Experimentation using feature toggles
Why experiment?
One of the core principles of being agile is to be able to inspect and adapt. When multiple, apparently viable options present, teams are left with two different approaches – select an option intuitively (either through collaborative or hierarchic decision making) or select an approach based on “inspect-and-adapt” model.
Intuition is not a bad thing – in many situations, where there is a constraint on evaluating all viable options, intuition based on experience (aka gut-feeling) is proven to be a better approach than selecting the first option or most popular option. However, the key phrase here is a "constraint on evaluating options". In the business context, this constraint may appear in the form of time (we need to get a solution fast) or budget (we don’t have money to evaluate options) or skill (we don’t have skills to evaluate some of the options).
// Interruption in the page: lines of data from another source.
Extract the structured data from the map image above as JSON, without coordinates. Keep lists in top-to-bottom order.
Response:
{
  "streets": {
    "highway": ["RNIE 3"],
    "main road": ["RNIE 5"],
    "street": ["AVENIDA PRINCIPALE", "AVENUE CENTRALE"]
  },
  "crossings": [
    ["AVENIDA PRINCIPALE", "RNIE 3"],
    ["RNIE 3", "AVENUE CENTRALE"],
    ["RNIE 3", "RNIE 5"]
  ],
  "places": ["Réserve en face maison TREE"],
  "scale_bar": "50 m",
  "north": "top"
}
In an ideal world, without any constraints, with experimentation, we would have the hindsight to make all decisions. In the real world, we need to anticipate some of the grey areas in our work (where decisions are not clear-cut and multiple equally viable options may exist) and plan to work around them. Machine learning have made some of these decision making simpler in certain areas, but for now I am going to explain how we benefited from experiments using feature toggles. For more information on why experiment, read what experts have to say.
What is a feature toggle?
When introducing a new feature in a system, it is sometimes helpful to feedback of real users under live operating conditions as to whether the feature met its intended benefits or if it can be refined. You cannot get this type of feedback unless the feature is released in the live environment. At the same time, if the feature has poor user experience, releasing it to all users may involve a significant backlash, which is not desirable – neither for the user who gets a poor experience nor for the provider whose reputation would be under fire.
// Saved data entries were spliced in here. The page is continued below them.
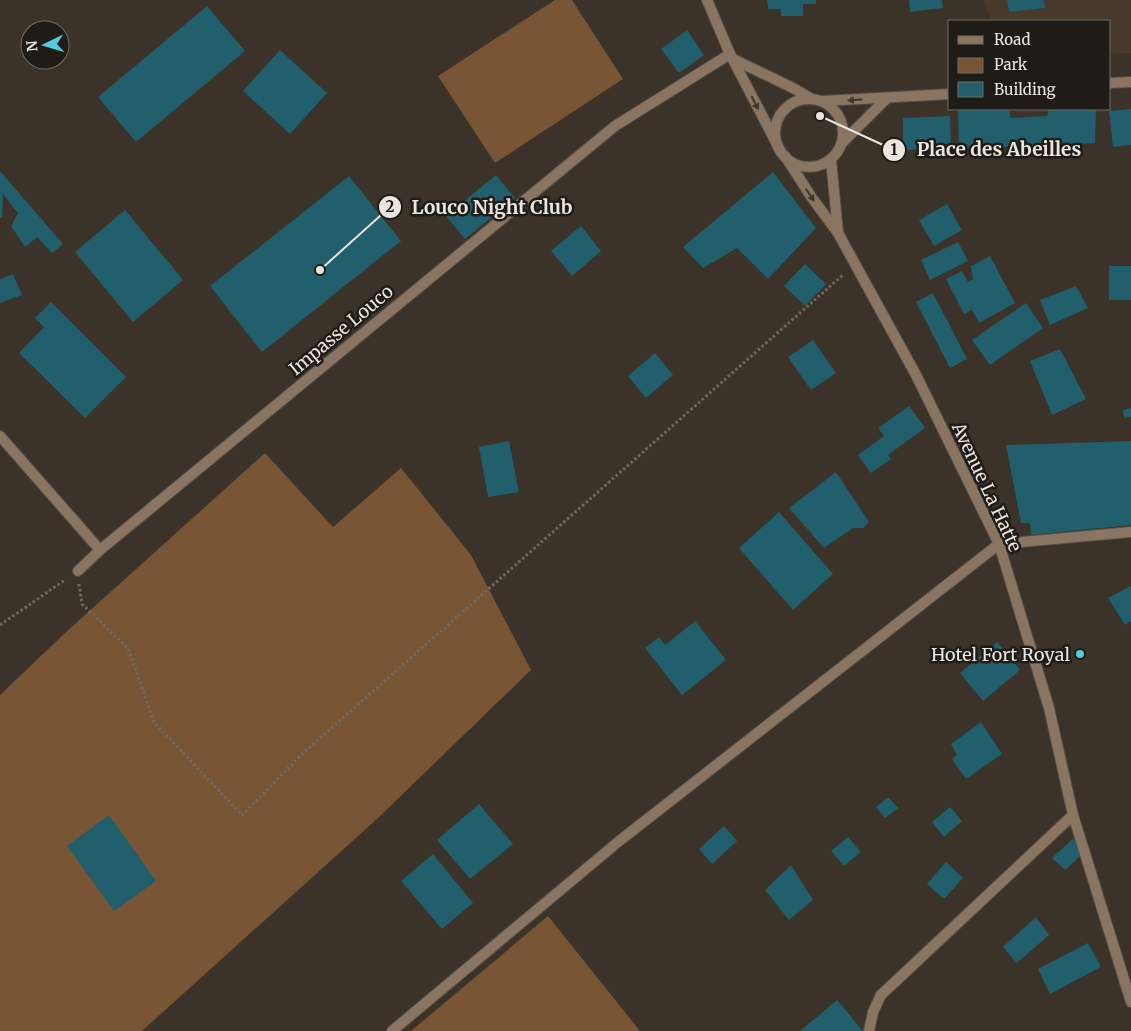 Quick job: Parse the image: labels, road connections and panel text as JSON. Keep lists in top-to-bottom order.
{
  "streets": {
    "street": ["Impasse Louco", "Avenue La Hatte"]
  },
  "crossings": [
    ["Impasse Louco", "Avenue La Hatte"]
  ],
  "places": ["Place des Abeilles", "Louco Night Club", "Hotel Fort Royal"],
  "legend": ["Road", "Park", "Building"],
  "north": "left"
}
What feature toggle tries to do is achieve a middle ground whereby the feature is released in live environment – however, only a fraction of the users will have access to it. Conceptually, the application code implements something like:
IF <some condition>
THEN “Enable feature X”
ELSE “Disable feature X”
It can be implemented
- Hidden to the user e.g. in an internet based application, all traffic originating from a certain geographical area will see (or not see) this feature, OR
- With consent of the user e.g. “Click here to use beta version of this site”.
If you want to know further details, please read up what Martin Fowler has to say.
Things to consider
While implementing feature toggle there are a few things to consider:
- It would be a good practice to use an aspect of the feature that is of importance/relevance in the condition clause. Making this a habit will also make your results statistically significant. For example, if you are depending someone to make a choice to go to a beta version of the software, you can expect them to not be surprised by change, to have an open mind and give you feedback. You should use this approach when the user experience with new feature can be significantly different and it is better to only put someone through it when they are knowingly doing it. In this case, it would also be better to allow them to revert back to not using the feature.
- Don’t confuse feature toggle with A/B testing. A/B testing is more to evaluate more than one option for implementing a feature whereas feature toggling is about getting feedback on a feature to refine it. It is possible that you have done an A/B testing first and then you are refining further with feature toggle or you are using a combination to segment your experimentation.
Feature toggle may introduce technical debt.
- Feature toggle may introduce some technical debt. When you have worked out the kinks in the feature, you want to ideally remove the if-then-else constructs and enable the feature consistently. This would require rework on code without adding any new functionality and is the debt associated with the experimentation. Plan the feature toggle such that the benefits of the experimentation far outweigh the debt associated. For strategies on how to do it, head over to the corresponding section in Martin Fowler's explanation.
Feature toggle is not a replacement for functional testing.
- Feature toggle is not a replacement for good QA process before releasing to production. When a feature is released via feature-toggle, we are not testing whether a feature is working as designed. We are testing whether the feature solves the problem in an optimum way in real-world context.
How did we implement
We developed an application for a highly regulated entity. It meant that there is a close control required (for functional reasons) as to who can see what and who can do what. This prompted us to build a highly efficient role-based-access-control (RBAC). Efficient does not necessarily mean fast – in our context it means that it would be possible to control actions at a granular level (think data element) or at a coarse level (think system level) in the same framework. This also means you can control access at system level (a system has many types of entities) at entity level (each entity type have many entities associated), group level (where an entity has one or more groups) at a user level (and a user may be associated with one or more groups). As a result, all aspects of our application behaviour is controlled by our RBAC framework.
Based on this approach, we could integrate our feature toggle within the RBAC framework (i.e. permission based toggle) and release features to specific target user groups and collect feedback. RBAC doubles up as our toggle router. We could tweak the RBAC information to include more or less users of the same user group or expand the groups or switch from one group to another without having to touch code. With this “canary” release we get the feedback required, tweak what we need and finally, when the feature is deemed stable, a quick RBAC update is all that is needed to make it available to all the right users. No technical debt in the code is left behind (as no technical debt was introduced specifically for feature toggle).
Find this useful? Did you try out feature toggle?